The knowledge graph object has the following keys:
- function_nodes: Call graph nodes, each representing a function
- function_edges: Call graph edges (function calls)
- subgraph_nodes: Subgraph nodes - Either the AST or CFG of a selected function's code.
- subgraph_edges: Subgraph edges (AST or CFG edges)
- subgraph_function_edges: Subgraph-node to Callgraph-node edges
- function_subgraph_edges: Callgraph-node to Subgraph-node edges
- import_nodes: Imported packages used in the repository (nodes in the graph)

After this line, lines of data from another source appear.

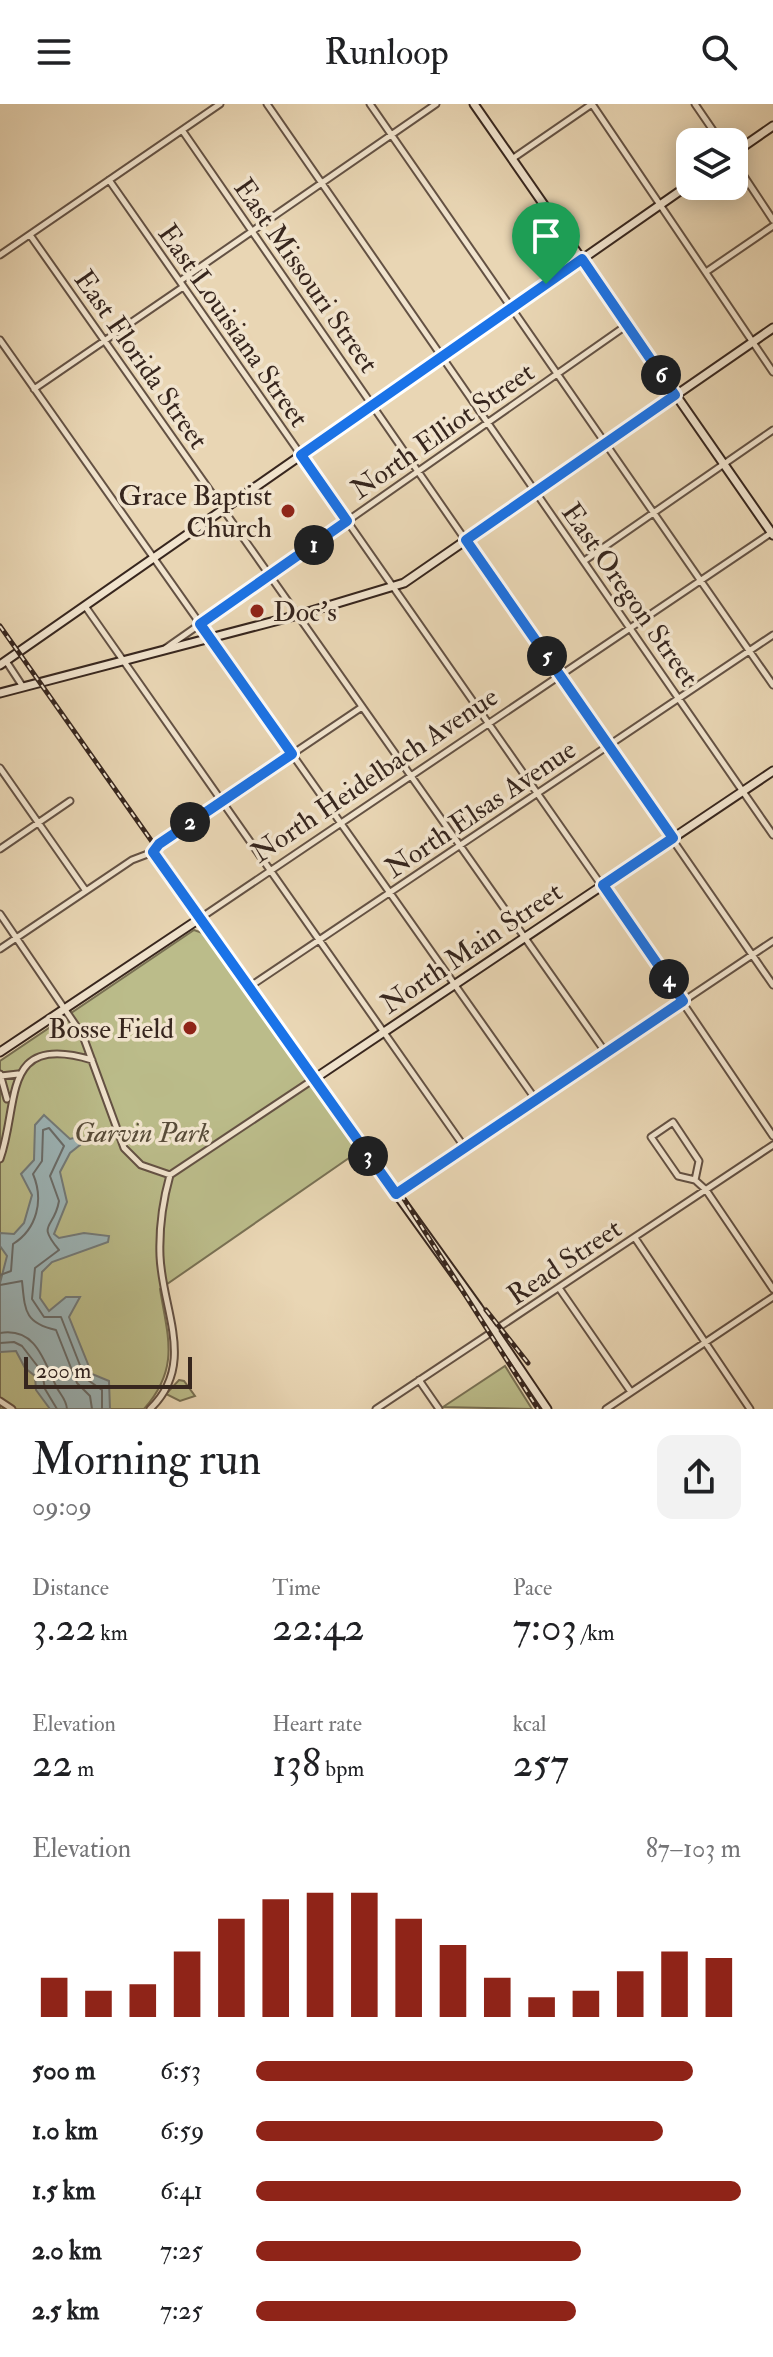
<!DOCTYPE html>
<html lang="en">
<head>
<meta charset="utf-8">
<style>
  :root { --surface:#fff; --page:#f2f2f2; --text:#202124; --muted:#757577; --accent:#8f2418 }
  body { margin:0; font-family:"IM FELL Double Pica",serif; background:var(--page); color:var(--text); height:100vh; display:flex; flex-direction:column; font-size:30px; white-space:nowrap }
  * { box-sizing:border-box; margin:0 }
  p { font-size:26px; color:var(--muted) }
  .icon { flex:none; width:44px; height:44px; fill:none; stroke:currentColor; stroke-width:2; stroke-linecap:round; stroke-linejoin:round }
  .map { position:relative; height:1305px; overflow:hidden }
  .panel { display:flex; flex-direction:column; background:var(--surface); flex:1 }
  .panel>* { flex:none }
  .controls { position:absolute; left:676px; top:24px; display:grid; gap:16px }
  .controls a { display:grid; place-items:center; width:72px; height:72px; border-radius:16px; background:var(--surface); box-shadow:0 4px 20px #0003; font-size:40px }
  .scale { position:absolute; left:24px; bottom:20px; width:168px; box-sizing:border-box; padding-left:8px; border:4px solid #37261e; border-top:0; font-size:22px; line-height:28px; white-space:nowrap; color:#37261e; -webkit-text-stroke:6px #f1e4ce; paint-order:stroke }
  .pin { position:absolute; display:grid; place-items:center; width:68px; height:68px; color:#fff; margin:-82px -34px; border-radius:50% 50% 50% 0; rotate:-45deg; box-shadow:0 0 8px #0007 }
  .pin .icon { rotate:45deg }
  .km { position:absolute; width:40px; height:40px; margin:-20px; border-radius:50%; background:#222; color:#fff; font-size:22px; line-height:40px; text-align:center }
  .round { display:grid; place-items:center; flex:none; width:84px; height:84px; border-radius:16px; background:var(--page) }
  .overview { display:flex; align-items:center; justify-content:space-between; height:136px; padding:0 32px }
  h1 { font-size:44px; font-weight:600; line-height:60px }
  .stats { display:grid; grid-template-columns:repeat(3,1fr); gap:12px; height:136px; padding:8px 32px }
  .stats div { display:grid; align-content:center }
  .stats b { font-size:40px; font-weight:600 }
  .stats small { font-size:22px; font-weight:400 }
  .stats p { font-size:22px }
  .chart { height:224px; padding:16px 32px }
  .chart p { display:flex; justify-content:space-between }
  .chart svg { width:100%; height:144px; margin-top:8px; stroke:var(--accent); stroke-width:6 }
  ul { padding:0 32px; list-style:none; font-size:26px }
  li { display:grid; grid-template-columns:128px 96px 1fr; align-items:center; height:60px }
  li i { height:20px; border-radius:10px; background:var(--accent) }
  header { display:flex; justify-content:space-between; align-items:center; height:104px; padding:0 32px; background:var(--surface); font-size:36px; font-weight:600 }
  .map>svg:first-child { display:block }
  .green { fill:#bbbc8a; stroke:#797154; stroke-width:2 }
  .water { fill:#9db6b9; stroke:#747c7b; stroke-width:2 }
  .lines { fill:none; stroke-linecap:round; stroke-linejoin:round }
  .shore { stroke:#6a6e6c; stroke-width:2 }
  .street-casing { stroke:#645244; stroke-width:9 }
  .secondary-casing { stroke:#37261e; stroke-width:11 }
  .street { stroke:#f1e4ce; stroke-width:5 }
  .secondary { stroke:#f1e4ce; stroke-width:7 }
  .rail-casing { stroke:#37261e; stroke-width:5 }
  .rail { stroke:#f1e4ce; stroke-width:2; stroke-dasharray:6; stroke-linecap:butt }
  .route-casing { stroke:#fff; stroke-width:16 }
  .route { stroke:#1a73e8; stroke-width:10 }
  .poi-dot { fill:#8f2418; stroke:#f1e4ce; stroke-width:3 }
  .labels { text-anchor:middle; stroke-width:7; stroke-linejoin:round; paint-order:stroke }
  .street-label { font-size:28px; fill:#37261e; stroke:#f1e4ce }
  .poi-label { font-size:28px; fill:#37261e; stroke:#f1e4ce; text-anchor:end }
  .park-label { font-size:28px; font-style:italic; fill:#584c39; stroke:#f1e4ce }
</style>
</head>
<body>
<header><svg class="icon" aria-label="menu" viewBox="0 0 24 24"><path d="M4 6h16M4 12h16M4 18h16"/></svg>Runloop<svg class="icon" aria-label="search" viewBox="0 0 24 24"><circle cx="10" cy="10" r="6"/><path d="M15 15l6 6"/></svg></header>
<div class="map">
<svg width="773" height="1305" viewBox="0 0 773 1305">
  <rect width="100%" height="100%" fill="#e9d6b4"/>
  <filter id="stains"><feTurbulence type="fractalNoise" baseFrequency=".0025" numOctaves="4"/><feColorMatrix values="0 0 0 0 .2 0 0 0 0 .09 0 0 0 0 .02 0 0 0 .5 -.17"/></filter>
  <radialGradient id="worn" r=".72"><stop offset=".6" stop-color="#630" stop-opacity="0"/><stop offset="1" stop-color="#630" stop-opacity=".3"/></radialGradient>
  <path class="green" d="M194,826L208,831L359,1047L160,1185C168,1234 180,1264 144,1305H0V957Z
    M505,1262L532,1305L443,1303Z
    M179,1276L184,1277L195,1292L180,1297L166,1290Z"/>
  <path class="water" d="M44,1011L70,1035L82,1032L85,1037L70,1049L60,1068L67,1098L54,1130L59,1134L84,1129L109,1132L108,1138L52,1158L42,1168L40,1194L49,1207L66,1193H80L69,1213L92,1270L109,1277L110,1305H50L36,1286L35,1272L25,1264L16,1247L0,1248V1179L7,1152L0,1142V1129L14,1130L24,1119L32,1091L21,1070L34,1056L35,1021Z"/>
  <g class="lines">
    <path class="shore" d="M0,1171L11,1167L13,1140C37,1125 44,1096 33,1070L42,1057L43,1026L49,1024L64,1042L50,1072L59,1097C54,1126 36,1118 59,1146L35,1164L32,1195L44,1213H61L85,1274L102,1286V1305
      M0,1181L22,1177C25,1206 24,1219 56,1226L77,1279L90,1292L92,1305
      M0,1229C36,1223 44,1257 56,1282C60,1291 66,1294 67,1305
      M0,1239L14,1238L22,1242L42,1268L45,1285L57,1305"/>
    <defs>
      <path id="street" d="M267,0L773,731
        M370,0L773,581
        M695,0L721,38
        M182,26L773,881
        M512,55L592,0L773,268
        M734,57L773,116
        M109,76L602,782
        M30,131L606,949
        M0,151L220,0
        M706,168L773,122
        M180,177L436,0
        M0,236L536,996
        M34,285L183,183
        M584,457L773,326
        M85,502L465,1044
        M166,544L627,221
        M6,557L23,583
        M0,664L86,787
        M0,745L70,697
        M153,748L199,815L771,429
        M603,781L773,1032
        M0,810L83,932L124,1044L141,1061L170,1071
        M0,845L132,756L153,748L181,725L362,603
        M249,883L773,531
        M0,970L7,995
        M1,972L18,970
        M0,1055C20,999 0,928 92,956
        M695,1076L699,1057L673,1018L651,1033L678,1072L695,1076L706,1086L773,1185
        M396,1090L773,837
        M635,1134L750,1305
        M559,1184L631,1288
        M419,1276L439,1305
        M0,1297L12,1305
        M150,1305C197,1260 162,1206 160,1152C159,1125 163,1096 170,1071L314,975
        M376,1305L773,1041
        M606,1305L773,1193"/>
      <path id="secondary" d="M474,0L773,431
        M734,49L773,22
        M0,561L690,80
        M0,589L298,511L404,479L773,224
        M0,948L199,815L478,1203L547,1305
        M314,975L773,667"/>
    </defs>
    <use href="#street" class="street-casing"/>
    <use href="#secondary" class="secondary-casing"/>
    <use href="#street" class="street"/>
    <use href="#secondary" class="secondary"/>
    <defs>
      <path id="rail" d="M0,522L404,1095L538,1305
        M486,1206L528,1259"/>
    </defs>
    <use href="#rail" class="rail-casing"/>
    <use href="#rail" class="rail"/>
  </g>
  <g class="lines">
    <defs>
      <path id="route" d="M582,155L675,291L466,436L673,734L603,781L683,897L396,1090L153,748L159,740L292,650L200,520L347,417L301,351Z"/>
    </defs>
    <use href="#route" class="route-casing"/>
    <use href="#route" class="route"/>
  </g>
  <g class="poi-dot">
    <circle cx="288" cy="407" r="8"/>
    <circle cx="257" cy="507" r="8"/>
    <circle cx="190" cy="924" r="8"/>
  </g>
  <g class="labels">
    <g class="street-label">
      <text transform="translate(307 171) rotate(55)" y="10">East Missouri Street</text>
      <text transform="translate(234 221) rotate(55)" y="10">East Louisiana Street</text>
      <text transform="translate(142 255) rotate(55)" y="10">East Florida Street</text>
      <text transform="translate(442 326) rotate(-35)" y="10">North Elliot Street</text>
      <text transform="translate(631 490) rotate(55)" y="10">East Oregon Street</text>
      <text transform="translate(374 670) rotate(-34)" y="10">North Heidelbach Avenue</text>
      <text transform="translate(480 704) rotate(-34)" y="10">North Elsas Avenue</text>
      <text transform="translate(471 843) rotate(-34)" y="10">North Main Street</text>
      <text transform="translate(564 1157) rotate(-34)" y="10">Read Street</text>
    </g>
    <g class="poi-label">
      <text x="272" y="401">Grace Baptist<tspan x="272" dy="32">Church</tspan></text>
      <text x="273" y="517" text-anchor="start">Doc's</text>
      <text x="174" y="934">Bosse Field</text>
    </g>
    <g class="park-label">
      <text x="142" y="1038">Garvin Park</text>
    </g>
  </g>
  <rect width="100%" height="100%" filter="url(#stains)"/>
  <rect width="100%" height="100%" fill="url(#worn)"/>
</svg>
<div class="controls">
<a><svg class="icon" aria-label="layers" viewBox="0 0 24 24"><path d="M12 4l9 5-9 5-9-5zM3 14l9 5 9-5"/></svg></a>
</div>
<div class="scale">200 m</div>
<div class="pin" style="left:546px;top:180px;background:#1e9e55"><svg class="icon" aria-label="arrive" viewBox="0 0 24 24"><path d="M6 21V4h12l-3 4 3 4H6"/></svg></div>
<b class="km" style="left:314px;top:441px">1</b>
<b class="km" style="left:190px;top:718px">2</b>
<b class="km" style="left:368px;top:1052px">3</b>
<b class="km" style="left:669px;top:875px">4</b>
<b class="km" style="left:547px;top:552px">5</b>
<b class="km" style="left:661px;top:271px">6</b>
</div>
<section class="panel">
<div class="overview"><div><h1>Morning run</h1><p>09:09</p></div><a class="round"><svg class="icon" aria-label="share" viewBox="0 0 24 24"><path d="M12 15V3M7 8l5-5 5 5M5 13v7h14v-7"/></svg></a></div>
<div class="stats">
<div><p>Distance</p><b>3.22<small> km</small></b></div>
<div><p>Time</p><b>22:42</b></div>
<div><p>Pace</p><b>7:03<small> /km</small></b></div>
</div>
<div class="stats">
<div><p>Elevation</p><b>22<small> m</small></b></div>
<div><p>Heart rate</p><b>138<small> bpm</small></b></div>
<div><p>kcal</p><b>257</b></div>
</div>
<div class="chart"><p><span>Elevation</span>87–103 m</p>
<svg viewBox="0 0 160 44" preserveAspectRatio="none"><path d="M5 44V32M15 44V36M25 44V34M35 44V24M45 44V14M55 44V8M65 44V6M75 44V6M85 44V14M95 44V22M105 44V32M115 44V38M125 44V36M135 44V30M145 44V24M155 44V26"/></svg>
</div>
<ul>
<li><b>500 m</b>6:53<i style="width:90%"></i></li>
<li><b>1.0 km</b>6:59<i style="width:84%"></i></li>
<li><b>1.5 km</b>6:41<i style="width:100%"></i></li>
<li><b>2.0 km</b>7:25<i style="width:67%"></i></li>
<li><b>2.5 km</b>7:25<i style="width:66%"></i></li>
</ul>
</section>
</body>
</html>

- import_function_edges: Import nodes connected to functions that use them
- issues: Open issues about the repositoy
- pr_nodes: Pull requests. The summary text is stored
- pr_function_edges: Connects PR nodes to functions of files that were modified in that PR. Modification status and added/deleted rows are stored.
- issue_nodes: Issues collected from the repository, stored as nodes.
- issue_pr_edges: Issue nodes connected to the PRs solving them.
- artifacts: Artifacts of the repo collected into a dataframe.
- artifacts: Actions of the repo collected into a dataframe.
Check the object keys:
repograph.keys()
Check dataframes:
repograph['function_nodeds'].head()
Create a HTML visualizaiton of the graph with the visualize_graph
function. NOTE: for large graphs, it is advised to only plot a fraction of the nodes, othervise the visualization might not render properly. Parameters:
- repograph: The dictionary containing the created repository graph.
- show_subgraph_nodes (optional): Whether to plot the subgraph (CFG or AST) nodes. Defaults to False.
- save_path (optional): The file path to save the visualization. Defaults to "./graph.html".
kgb.visualize_graph(repograph)
Saving the graph in different formats.
Saving and loading the resulting graph dictionary as a pickle.
import pickle
with open('graph.pkl', 'wb') as f:
pickle.dump(repograph, f)
import pickle
with open('graph.pkl', 'rb') as f:
repograph = pickle.load(f)
The result can be saved to a Neo4j database by calling the store_knowledge_graph_in_neo4j
method. Parameters:
- URI: URI for the Neo4J data saving.
- user: Username for the Neo4J data saving.
- password: Password for the Neo4J data saving.
- knowledge_graph: The knowledge graph to save.
If the URI, username and password parameters are provided at the build_knowledge_graph
method, this function will automatically be called and the graph will be saved to neo4j.
kgb.store_knowledge_graph_in_neo4j(
URI="neo4j://127.0.0.1:7687",
user="neo4j",
password="password",
knowledge_graph=repograph
)
- Running the code to full repositories might take some time to process.
- If the repository has lots of PRs, it's recommended to use a github token during the initialization of
KnowledgeGraphBuilder
. Even with the token it might take a long time to query everything using the API (for test purposes, it's recommended to limit the maximum number of PRs to pull in detail).